Imagine you're stuck in an elevator with an evil giraffe that threatens to blow up Neptune in thirty seven minutes unless you write "174" in Roman numerals, and all you have at your disposal is an old computer with QuickBASIC installed. I know it sounds super far-fetched, but it CAN happen... listen, I'm doing my best to get you invested in the topic at hand, cut me some slack. Anyway, as we have all forgotten (I had to look it up,) here's what Roman numerals look like:
I 1
V 5
X 10
L 50
C 100
D 500
M 1,000
Roman representation is "most significant value first" in the sense that the first numeral (leftmost) has more weight to the value than the last numeral (rightmost.) It's identical to the arabic system we use: for instance, in 109 (a hundred and nine,) the leftmost "1" weights more than the rightmost "9."

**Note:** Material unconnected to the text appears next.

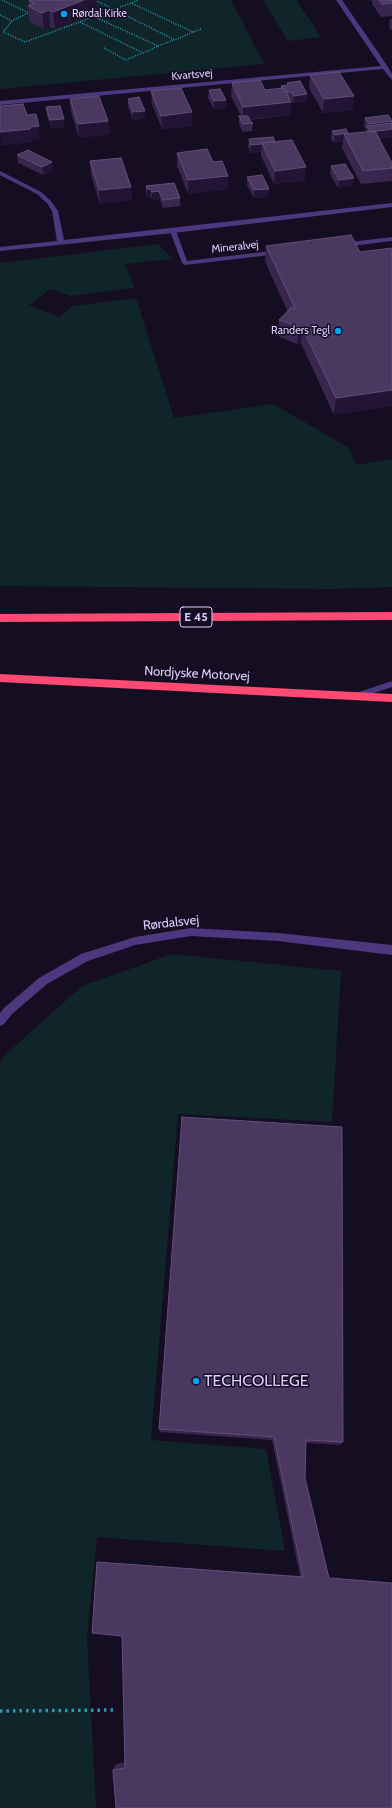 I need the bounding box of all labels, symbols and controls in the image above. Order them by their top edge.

The system uses two types of logic: additive and subtractive. When values (read right to left) are increasing (or repeated) numerals, they are added. For instance: XVII is 17, or 1 + 1 + 5 + 10. Note that repeated numerals may only be powers of ten (I, X, C, and M,) and only up to three times. "Ackchually, Wikipedia cites a moderator's friend's blog that claims someone once wrote XXXX and refused to admit it was a mistake, therefore..." frankly my dear I don't give a damn what Wikipedia's contrarian opinion about anything is. I don't care.
When values (again, right to left) are decreasing numerals, they are subtracted. For instance: IX is 9, or 10 - 1. Another subtlety here is that we may only subtract one numeral, it may only be a power of ten (so again, I, X, C, or M,) and it has to be within two ranks of the value it subtracts: X can be subtracted from L and C, but not from D or M. Similarly, I may be subtracted from V and X, but not L and up.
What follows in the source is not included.